→ How to complete this task
Extract every record, keeping each one exactly as it is.

--- Given records Enclosed Below ---

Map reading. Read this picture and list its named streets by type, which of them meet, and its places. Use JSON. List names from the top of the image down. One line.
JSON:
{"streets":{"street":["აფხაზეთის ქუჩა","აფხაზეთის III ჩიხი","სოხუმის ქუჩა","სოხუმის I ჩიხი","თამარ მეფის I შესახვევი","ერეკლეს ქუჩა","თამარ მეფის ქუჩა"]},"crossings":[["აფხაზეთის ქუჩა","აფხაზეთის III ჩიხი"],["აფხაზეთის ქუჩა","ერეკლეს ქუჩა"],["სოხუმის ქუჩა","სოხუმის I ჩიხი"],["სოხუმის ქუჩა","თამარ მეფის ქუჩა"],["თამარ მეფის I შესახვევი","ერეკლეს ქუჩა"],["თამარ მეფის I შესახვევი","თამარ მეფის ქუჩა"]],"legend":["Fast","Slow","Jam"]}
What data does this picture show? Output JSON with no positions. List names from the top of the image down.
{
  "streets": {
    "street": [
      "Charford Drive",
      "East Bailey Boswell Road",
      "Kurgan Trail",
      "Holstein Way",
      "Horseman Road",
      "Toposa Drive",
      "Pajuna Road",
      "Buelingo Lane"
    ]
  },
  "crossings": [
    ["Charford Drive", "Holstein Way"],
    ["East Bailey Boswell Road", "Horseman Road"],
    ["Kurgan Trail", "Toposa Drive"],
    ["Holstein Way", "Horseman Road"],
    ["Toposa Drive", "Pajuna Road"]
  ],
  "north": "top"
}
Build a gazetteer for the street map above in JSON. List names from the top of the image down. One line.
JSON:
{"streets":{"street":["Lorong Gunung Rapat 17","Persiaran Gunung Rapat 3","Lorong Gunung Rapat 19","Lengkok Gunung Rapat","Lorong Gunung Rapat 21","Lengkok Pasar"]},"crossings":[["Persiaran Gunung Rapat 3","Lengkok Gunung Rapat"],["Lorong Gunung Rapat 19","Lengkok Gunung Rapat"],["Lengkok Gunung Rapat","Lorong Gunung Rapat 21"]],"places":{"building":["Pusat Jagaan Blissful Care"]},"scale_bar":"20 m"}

--- End of Enclosed Given records ---

→ Answer below
Map reading. Read this picture and list its named streets by type, which of them meet, and its places. Use JSON. List names from the top of the image down. One line.
JSON:
{"streets":{"street":["აფხაზეთის ქუჩა","აფხაზეთის III ჩიხი","სოხუმის ქუჩა","სოხუმის I ჩიხი","თამარ მეფის I შესახვევი","ერეკლეს ქუჩა","თამარ მეფის ქუჩა"]},"crossings":[["აფხაზეთის ქუჩა","აფხაზეთის III ჩიხი"],["აფხაზეთის ქუჩა","ერეკლეს ქუჩა"],["სოხუმის ქუჩა","სოხუმის I ჩიხი"],["სოხუმის ქუჩა","თამარ მეფის ქუჩა"],["თამარ მეფის I შესახვევი","ერეკლეს ქუჩა"],["თამარ მეფის I შესახვევი","თამარ მეფის ქუჩა"]],"legend":["Fast","Slow","Jam"]}
What data does this picture show? Output JSON with no positions. List names from the top of the image down.
{
  "streets": {
    "street": [
      "Charford Drive",
      "East Bailey Boswell Road",
      "Kurgan Trail",
      "Holstein Way",
      "Horseman Road",
      "Toposa Drive",
      "Pajuna Road",
      "Buelingo Lane"
    ]
  },
  "crossings": [
    ["Charford Drive", "Holstein Way"],
    ["East Bailey Boswell Road", "Horseman Road"],
    ["Kurgan Trail", "Toposa Drive"],
    ["Holstein Way", "Horseman Road"],
    ["Toposa Drive", "Pajuna Road"]
  ],
  "north": "top"
}
Build a gazetteer for the street map above in JSON. List names from the top of the image down. One line.
JSON:
{"streets":{"street":["Lorong Gunung Rapat 17","Persiaran Gunung Rapat 3","Lorong Gunung Rapat 19","Lengkok Gunung Rapat","Lorong Gunung Rapat 21","Lengkok Pasar"]},"crossings":[["Persiaran Gunung Rapat 3","Lengkok Gunung Rapat"],["Lorong Gunung Rapat 19","Lengkok Gunung Rapat"],["Lengkok Gunung Rapat","Lorong Gunung Rapat 21"]],"places":{"building":["Pusat Jagaan Blissful Care"]},"scale_bar":"20 m"}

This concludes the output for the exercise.